L’analyste Jack Gold (J. Gold Associates) relativise. Uber ne “semble pas se préoccuper de l’argent qu’il perd” justement parce que le groupe est bien financé. Quant à une valeur qui serait surestimée, ils ne sont “pas les seuls”.

Bien sûr, Uber doit “régler ses problèmes” de management et autres conflits (avec ses chauffeurs ou avec les autorités de certains pays) car “quand on a des salariés mécontents mais aussi des chauffeurs, sur le long terme, ça ne marche pas”.

Pour Jan Dawson du cabinet Jackdaw, le fait que le conseil d’administration ait approuvé les recommandations des avocats montre que “Uber compte enfin sérieusement changer les choses”.

Certes, Uber “n’est pas du tout clair et concentré” sur sa stratégie mais “Google non plus !”, note l’analyste, qui pense que ce type d’entreprise, qui dispose de beaucoup d’argent, peut se permettre d’investir dans divers projets sans nécessairement être tenue par une obligation de résultat.

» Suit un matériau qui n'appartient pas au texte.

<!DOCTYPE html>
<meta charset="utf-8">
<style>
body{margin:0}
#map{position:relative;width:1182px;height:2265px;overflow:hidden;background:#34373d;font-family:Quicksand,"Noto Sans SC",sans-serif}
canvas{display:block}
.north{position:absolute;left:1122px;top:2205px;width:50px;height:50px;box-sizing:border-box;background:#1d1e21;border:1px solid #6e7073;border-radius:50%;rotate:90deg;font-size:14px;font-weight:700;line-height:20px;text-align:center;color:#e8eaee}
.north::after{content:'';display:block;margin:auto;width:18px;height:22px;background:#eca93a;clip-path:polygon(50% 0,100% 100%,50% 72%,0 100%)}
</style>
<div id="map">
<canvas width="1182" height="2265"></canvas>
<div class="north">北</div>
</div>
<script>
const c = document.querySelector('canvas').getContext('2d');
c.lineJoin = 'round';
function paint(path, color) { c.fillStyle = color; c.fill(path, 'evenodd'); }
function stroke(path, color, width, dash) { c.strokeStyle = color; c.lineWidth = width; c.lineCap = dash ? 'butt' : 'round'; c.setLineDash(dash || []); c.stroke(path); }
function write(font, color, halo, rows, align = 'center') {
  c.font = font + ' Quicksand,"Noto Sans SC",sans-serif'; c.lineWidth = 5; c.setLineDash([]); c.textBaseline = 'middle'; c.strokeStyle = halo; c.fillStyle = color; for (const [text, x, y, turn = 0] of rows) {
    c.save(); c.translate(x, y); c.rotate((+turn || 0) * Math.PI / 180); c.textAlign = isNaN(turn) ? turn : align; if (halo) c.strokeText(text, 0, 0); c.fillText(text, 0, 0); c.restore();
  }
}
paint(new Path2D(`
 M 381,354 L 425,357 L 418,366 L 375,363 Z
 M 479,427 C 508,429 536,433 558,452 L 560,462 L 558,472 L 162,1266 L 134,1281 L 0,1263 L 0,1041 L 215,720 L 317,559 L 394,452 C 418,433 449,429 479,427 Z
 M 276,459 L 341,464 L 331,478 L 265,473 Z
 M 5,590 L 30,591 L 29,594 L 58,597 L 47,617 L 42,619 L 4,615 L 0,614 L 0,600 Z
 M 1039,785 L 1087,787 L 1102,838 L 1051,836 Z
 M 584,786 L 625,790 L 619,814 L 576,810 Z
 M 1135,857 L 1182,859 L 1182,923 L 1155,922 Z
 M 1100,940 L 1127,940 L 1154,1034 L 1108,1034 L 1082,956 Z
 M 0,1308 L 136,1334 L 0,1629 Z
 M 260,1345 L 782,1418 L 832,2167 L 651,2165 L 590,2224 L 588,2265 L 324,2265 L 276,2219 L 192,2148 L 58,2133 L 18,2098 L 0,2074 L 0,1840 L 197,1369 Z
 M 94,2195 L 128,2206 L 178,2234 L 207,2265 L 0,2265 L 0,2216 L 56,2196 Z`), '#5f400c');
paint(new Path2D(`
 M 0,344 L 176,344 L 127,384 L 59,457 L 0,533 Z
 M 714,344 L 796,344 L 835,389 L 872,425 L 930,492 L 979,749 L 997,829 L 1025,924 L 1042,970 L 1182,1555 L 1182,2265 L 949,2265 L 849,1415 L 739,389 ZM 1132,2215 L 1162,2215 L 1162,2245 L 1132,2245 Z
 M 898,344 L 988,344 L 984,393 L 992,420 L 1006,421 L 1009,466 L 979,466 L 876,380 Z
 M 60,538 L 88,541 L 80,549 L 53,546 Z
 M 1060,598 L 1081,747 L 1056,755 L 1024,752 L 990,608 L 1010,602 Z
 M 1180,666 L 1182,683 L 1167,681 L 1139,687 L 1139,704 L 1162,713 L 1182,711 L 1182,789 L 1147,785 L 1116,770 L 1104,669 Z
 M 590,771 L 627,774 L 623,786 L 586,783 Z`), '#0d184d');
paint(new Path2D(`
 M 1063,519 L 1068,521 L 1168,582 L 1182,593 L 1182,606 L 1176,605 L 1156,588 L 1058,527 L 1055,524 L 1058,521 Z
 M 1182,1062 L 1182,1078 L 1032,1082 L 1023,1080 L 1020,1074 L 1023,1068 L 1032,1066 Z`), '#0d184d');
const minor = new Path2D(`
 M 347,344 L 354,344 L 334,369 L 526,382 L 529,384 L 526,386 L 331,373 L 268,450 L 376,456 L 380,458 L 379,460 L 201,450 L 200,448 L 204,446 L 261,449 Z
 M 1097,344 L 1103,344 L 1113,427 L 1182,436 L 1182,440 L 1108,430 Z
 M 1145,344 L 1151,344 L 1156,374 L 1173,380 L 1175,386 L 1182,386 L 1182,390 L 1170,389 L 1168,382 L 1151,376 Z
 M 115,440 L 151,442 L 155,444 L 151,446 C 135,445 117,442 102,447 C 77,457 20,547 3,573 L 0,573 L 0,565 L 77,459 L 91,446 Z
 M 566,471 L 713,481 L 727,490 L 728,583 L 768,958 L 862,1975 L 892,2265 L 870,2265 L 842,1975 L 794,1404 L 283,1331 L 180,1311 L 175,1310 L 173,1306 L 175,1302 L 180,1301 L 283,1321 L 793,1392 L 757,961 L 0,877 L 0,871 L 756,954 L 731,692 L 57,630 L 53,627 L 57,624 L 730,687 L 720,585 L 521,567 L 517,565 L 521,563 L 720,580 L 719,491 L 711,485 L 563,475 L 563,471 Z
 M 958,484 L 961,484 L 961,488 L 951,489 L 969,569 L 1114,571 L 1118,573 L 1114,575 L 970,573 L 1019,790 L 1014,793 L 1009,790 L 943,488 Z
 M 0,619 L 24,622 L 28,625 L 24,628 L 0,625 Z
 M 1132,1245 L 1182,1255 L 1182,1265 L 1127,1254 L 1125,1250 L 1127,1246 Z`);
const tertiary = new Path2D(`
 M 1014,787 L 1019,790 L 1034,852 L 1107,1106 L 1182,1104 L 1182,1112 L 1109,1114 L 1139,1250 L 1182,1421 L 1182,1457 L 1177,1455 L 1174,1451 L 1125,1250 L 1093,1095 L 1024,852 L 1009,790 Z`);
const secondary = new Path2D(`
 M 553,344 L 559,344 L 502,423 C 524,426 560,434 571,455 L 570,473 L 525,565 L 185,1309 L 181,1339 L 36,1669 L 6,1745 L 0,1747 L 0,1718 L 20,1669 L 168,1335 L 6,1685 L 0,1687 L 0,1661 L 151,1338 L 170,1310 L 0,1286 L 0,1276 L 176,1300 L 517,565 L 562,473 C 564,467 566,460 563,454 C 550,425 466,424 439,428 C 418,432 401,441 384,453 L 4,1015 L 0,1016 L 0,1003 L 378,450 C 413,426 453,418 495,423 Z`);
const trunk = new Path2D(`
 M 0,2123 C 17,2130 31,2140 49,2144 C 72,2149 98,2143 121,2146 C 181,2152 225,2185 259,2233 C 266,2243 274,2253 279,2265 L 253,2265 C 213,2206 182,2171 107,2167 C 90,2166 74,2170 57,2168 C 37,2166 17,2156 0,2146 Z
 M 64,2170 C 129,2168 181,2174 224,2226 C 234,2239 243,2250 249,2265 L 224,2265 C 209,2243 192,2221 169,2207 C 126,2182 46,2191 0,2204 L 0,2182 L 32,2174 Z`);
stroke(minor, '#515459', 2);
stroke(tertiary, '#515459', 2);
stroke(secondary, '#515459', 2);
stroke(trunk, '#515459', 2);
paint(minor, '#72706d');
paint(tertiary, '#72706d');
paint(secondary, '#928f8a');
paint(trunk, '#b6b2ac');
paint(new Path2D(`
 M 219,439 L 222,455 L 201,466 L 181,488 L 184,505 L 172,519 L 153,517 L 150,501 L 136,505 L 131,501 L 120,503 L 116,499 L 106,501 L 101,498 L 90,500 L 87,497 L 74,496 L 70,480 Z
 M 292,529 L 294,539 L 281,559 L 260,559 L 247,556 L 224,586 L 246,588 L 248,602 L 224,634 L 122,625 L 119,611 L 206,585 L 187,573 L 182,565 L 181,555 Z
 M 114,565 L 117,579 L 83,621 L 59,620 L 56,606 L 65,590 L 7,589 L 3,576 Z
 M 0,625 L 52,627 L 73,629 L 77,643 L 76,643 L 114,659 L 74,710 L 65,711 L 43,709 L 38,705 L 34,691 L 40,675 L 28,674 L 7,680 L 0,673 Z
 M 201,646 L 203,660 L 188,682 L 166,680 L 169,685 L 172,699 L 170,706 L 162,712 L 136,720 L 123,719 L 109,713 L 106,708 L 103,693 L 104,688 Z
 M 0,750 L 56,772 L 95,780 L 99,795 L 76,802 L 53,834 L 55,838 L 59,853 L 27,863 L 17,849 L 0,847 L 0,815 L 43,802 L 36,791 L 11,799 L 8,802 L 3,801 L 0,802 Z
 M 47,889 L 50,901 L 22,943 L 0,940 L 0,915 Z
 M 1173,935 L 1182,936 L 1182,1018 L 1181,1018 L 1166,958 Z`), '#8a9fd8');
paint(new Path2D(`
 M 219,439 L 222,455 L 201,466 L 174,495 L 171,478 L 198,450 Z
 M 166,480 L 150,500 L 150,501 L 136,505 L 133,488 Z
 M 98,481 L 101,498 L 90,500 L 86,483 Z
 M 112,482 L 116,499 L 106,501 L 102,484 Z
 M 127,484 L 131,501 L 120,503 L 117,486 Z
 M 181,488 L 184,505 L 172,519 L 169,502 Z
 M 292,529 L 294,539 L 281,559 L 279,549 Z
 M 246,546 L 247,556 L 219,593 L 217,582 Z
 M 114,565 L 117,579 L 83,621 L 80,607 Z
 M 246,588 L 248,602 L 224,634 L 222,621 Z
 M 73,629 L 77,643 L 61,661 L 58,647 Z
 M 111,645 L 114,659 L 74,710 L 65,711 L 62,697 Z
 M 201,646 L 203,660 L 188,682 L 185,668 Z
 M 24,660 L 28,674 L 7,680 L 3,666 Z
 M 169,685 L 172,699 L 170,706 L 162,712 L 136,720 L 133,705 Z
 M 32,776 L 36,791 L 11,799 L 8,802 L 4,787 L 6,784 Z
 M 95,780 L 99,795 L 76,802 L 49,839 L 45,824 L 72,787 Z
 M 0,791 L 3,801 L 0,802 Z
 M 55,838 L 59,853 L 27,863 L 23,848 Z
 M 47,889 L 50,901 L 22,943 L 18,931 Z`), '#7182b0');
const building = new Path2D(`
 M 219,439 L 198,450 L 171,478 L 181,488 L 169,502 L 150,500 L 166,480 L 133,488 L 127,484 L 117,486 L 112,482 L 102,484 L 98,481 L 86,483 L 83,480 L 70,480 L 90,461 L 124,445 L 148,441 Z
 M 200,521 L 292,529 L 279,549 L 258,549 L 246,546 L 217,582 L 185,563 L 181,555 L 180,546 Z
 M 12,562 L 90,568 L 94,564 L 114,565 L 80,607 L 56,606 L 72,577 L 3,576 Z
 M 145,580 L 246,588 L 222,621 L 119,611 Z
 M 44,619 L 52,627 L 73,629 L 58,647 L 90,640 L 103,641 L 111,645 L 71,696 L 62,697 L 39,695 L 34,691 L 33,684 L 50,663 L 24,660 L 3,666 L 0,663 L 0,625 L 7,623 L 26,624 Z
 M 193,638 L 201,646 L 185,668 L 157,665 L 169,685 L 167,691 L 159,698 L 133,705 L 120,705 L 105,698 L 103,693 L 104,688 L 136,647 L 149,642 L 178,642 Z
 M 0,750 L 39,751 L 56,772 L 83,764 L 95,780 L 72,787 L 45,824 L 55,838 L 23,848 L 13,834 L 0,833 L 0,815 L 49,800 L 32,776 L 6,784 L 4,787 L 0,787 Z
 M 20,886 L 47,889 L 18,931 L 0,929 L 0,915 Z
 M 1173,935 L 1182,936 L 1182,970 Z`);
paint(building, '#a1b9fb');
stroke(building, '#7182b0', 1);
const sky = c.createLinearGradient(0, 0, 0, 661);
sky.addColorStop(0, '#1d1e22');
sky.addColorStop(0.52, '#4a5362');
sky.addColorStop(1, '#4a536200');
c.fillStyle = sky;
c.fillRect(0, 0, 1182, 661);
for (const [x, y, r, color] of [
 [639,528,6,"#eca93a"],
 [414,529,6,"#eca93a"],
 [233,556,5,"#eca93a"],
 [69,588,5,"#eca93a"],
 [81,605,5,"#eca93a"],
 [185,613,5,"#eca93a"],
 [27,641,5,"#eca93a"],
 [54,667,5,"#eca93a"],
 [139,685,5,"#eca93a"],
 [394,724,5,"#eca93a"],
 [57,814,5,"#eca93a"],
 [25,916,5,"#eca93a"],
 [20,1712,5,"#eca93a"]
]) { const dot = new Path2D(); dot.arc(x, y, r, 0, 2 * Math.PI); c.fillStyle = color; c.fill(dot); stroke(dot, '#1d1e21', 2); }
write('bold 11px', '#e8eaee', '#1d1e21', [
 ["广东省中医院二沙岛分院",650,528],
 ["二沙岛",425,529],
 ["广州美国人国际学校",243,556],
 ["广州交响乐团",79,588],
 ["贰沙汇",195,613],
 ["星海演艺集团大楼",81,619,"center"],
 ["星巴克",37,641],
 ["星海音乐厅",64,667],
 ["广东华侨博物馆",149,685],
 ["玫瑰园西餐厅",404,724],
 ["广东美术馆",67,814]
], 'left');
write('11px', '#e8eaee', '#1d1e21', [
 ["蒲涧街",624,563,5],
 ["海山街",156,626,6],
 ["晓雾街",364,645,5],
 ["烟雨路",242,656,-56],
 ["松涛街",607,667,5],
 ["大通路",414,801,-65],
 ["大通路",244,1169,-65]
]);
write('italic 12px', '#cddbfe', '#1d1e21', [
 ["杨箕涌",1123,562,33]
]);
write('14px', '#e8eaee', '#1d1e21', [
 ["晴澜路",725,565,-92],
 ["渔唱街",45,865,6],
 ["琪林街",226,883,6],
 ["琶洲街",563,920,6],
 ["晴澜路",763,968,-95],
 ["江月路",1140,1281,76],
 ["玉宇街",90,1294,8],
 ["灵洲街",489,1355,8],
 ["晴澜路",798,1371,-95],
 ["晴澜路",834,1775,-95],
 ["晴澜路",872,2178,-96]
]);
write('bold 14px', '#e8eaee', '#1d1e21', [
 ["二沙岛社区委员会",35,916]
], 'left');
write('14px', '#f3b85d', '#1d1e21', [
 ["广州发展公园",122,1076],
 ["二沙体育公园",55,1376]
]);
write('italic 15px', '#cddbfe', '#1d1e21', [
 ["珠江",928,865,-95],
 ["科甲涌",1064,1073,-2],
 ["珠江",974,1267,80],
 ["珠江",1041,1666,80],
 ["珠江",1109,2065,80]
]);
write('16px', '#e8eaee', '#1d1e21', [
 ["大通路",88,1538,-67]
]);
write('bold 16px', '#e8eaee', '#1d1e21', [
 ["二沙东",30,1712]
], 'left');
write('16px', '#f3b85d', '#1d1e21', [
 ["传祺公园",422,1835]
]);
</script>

Pour MM. Gold et Chowdry, Uber doit “se réinventer”. Mais si le second a des doutes sur les capacités du groupe à le faire, le premier note qu’il a déjà commencé, au travers de ses projets “de voitures autonomes ou de location de camions”.

“Amazon a mis des années et des années à gagner de l’argent”, poursuit-il, “et ils avaient simplement commencé par vendre des livres…”.

Quant à la concurrence, Jack Gold ne s’en inquiète pas. “Aucune entreprise n’a la taille d’Uber”, dit-il. Aux Etats-Unis, Uber n’a guère qu’un seul rival, Lyft, qui, s’il jouit d’une meilleure image, est de taille bien plus modeste que le numéro un mondial.

Reste un problème très difficile pour Uber, selon les analystes: le sort du PDG Travis Kalanick. “Il a fait des choses idiotes, mais en même temps, il est celui qui a fait d’Uber ce qu’il est aujourd’hui”, dit Jack Gold.

Travis Kalanick a proposé dimanche à son conseil d’administration de se mettre temporairement en retrait de ses fonctions, mais aucune décision n’a encore été prise, écrit la presse.

Même si, de l’avis des analystes, il est responsable de beaucoup de problèmes, pour Jack Gold, “il ne peut pas s’en aller”. “Car il n’y a personne pour le remplacer.”